In the first case, we found a persistence of ALK+ CTCs in both EpCAM+ and EpCAM low/neg cellular subsets. After starting ALK TKIs, all the CTC subpopulations disappeared, but shortly after, we could detect EML4-ALK cfmRNA and a viable EpCAM+ cell. As suggested by Pailler et al.  (13) the presence of ALK-CTCs after crizotinib is a sign of emerging drug resistance which involves the alteration of pathways other than ALK. Indeed, in our first case EpCAM+ CTCs reemerged after crizotinib and ceritinib, a second generation of ALK TKIs, corresponding to a sudden PD and a worsening of the patient’s conditions. Conversely, in the second patient, we obtained a satisfying stabilization of the disease. In this case, we found CTCs only in the earlier time points. Furthermore, consistently with the imaging documented SD, when the patient was treated with ALK TKIs, we did not observe any CTC subpopulation and EML4-ALK cfmRNA was undetectable.
These two cases are paradigmatic and well depict the heterogeneity in ALK TKIs response observed in clinical practice (14). By combining the biomarkers here proposed, we demonstrated that it is possible to follow the response to treatment and the development of putative drug-resistance mechanisms, to better highlight high-risk patients.
Further in-depth analysis of these biomarkers could open a window onto the cancer behavior and to tailor new therapeutic strategies.
We thank Prof. Giuseppe Opocher, Scientific Director of the Veneto Institute of Oncology, IOV-IRCCS, for the new lab facilities provided for the CTC-group at the Institute of Pediatric Research Città della Speranza, IRP, Padova.
Funding: This work was supported by the Italian Ministry of Health (Proposal No: #GR-2010-2303193A “Individualized treatments of patients with advanced NSCLC: potential application for CTCs molecular and phenotypical profiling” to E.R.); and Intramural 5X1000 SINERGIA CTC/cfDNA IOV to R.Z. The work of M Manicone and MC Scaini was supported by IMI  CANCER-ID.
Conflicts of Interest: The authors have no conflicts of interest to declare.

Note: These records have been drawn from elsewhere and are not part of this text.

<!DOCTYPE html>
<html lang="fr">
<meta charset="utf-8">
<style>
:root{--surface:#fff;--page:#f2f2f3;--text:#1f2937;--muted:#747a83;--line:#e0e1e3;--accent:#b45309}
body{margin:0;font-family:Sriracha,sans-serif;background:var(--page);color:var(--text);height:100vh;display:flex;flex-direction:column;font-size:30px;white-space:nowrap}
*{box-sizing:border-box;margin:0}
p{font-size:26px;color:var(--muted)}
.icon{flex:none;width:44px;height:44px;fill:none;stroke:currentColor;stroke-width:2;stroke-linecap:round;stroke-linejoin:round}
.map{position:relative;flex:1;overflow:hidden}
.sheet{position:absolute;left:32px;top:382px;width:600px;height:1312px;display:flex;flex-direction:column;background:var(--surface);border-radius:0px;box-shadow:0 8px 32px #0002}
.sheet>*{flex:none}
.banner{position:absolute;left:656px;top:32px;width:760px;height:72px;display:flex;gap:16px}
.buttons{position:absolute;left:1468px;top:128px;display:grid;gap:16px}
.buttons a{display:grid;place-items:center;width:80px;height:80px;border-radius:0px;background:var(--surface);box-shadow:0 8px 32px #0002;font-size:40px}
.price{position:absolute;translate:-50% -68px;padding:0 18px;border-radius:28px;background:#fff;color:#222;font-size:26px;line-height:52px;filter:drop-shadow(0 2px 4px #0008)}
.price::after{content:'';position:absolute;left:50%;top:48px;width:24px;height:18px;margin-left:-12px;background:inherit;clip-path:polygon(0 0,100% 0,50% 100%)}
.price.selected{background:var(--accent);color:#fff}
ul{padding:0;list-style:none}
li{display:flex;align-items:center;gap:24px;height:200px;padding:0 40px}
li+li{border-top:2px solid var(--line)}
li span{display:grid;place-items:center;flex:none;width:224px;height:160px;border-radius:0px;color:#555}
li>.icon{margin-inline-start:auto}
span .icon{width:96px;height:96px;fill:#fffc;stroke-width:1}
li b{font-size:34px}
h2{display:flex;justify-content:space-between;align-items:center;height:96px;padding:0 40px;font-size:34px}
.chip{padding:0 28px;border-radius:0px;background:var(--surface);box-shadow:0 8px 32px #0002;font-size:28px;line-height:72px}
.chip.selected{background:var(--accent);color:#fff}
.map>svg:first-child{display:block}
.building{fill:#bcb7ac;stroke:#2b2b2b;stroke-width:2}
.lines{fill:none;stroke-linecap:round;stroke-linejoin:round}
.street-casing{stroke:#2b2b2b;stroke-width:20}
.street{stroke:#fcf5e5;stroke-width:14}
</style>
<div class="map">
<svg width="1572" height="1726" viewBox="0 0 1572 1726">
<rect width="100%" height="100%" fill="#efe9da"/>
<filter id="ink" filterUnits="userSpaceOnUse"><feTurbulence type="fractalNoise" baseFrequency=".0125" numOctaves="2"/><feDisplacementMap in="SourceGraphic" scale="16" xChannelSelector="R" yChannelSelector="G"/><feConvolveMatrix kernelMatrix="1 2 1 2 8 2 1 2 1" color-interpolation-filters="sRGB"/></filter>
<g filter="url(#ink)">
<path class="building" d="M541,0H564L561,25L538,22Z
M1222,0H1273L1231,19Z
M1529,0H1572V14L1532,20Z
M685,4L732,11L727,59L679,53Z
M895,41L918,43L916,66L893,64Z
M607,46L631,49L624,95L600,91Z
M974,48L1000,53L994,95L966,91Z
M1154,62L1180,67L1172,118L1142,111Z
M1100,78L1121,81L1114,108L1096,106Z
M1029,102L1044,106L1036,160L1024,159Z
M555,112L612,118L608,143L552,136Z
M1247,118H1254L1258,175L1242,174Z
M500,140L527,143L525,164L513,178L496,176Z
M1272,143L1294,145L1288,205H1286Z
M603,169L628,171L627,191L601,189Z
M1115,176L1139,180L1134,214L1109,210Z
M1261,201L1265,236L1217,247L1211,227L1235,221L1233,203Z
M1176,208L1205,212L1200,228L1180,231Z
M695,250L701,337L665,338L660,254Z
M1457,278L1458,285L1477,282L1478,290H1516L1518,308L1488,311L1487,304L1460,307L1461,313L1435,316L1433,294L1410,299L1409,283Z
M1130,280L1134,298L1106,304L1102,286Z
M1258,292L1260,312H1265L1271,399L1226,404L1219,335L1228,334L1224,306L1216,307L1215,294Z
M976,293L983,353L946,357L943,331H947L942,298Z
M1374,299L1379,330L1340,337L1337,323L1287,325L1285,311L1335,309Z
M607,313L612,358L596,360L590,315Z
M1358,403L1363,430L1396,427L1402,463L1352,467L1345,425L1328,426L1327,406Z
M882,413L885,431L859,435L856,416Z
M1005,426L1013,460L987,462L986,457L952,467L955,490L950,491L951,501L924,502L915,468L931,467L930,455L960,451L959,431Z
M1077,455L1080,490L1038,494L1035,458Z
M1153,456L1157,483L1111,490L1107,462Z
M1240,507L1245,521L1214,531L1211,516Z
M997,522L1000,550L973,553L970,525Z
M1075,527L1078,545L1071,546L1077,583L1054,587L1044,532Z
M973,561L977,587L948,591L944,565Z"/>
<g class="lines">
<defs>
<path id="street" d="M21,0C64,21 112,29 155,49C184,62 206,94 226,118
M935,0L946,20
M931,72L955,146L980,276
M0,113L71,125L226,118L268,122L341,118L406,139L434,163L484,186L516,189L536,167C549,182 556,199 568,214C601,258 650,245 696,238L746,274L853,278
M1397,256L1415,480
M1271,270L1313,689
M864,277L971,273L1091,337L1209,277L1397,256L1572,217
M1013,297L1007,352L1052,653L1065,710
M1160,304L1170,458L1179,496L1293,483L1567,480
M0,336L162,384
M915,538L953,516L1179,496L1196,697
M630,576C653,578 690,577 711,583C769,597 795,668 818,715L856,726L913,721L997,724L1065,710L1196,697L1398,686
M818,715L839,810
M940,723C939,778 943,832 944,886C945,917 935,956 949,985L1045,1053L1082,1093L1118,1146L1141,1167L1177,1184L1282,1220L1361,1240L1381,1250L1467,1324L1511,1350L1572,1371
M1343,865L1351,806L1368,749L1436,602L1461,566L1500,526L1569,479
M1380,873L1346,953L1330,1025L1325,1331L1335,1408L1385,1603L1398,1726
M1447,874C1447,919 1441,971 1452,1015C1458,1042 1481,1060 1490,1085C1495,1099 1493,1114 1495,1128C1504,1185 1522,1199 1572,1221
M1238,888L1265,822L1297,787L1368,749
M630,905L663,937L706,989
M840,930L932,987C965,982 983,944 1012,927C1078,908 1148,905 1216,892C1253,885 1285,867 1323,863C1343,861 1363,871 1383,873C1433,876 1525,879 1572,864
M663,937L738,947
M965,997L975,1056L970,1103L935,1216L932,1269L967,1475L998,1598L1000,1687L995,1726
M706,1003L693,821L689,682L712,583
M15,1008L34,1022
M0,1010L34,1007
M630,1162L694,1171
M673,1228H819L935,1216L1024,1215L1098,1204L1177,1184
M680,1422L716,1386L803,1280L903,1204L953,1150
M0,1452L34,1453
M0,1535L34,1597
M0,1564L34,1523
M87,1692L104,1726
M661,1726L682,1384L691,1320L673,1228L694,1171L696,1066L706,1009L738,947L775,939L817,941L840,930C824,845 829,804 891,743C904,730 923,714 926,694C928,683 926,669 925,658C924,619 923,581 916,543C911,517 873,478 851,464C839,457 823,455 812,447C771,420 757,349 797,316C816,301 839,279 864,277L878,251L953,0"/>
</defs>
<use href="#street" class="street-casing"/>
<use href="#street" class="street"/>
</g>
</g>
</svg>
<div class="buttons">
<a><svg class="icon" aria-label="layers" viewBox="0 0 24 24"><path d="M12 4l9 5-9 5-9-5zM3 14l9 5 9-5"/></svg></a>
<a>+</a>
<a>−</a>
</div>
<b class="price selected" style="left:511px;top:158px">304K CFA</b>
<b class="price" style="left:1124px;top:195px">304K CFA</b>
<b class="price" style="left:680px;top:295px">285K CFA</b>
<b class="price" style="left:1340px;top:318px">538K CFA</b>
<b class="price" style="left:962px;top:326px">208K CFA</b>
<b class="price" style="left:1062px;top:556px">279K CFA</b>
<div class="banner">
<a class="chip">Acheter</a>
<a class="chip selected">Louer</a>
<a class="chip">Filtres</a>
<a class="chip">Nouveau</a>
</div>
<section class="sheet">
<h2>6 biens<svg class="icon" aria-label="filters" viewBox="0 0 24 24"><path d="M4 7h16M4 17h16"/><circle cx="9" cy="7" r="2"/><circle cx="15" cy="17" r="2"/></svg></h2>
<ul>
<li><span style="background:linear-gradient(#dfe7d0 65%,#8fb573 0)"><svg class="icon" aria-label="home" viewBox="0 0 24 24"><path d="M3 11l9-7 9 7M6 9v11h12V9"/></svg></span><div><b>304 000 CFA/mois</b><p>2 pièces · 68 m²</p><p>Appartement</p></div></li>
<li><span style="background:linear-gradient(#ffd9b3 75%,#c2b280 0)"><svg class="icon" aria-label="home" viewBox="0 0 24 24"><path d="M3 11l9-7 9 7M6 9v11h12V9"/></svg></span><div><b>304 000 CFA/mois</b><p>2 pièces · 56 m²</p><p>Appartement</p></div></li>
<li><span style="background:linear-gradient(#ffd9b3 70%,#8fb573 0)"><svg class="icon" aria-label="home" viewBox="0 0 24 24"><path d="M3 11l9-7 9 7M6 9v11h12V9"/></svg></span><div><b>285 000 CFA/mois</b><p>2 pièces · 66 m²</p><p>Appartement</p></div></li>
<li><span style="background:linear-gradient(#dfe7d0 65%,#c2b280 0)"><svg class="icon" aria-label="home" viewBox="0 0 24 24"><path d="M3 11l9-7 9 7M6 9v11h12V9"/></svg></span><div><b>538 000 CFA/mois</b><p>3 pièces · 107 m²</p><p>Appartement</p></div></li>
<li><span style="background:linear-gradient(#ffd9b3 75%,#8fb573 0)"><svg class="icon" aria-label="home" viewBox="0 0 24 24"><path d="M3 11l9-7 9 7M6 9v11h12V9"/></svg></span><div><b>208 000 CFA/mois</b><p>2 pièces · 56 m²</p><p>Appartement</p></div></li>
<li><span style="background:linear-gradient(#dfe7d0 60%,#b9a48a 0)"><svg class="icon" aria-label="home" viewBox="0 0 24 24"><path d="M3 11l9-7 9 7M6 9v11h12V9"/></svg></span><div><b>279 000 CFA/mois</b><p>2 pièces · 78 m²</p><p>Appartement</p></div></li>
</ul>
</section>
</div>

Ethical Statement: The protocol for this research project has been approved by the Ethics Committee of the institution within which the work was undertaken and it conforms to the provisions in accordance with the Helsinki Declaration as revised in 2013 (CE IOV: 2012/52, 24 September 2012) and written informed consent was obtained from the patient for publication of this manuscript and any accompanying images.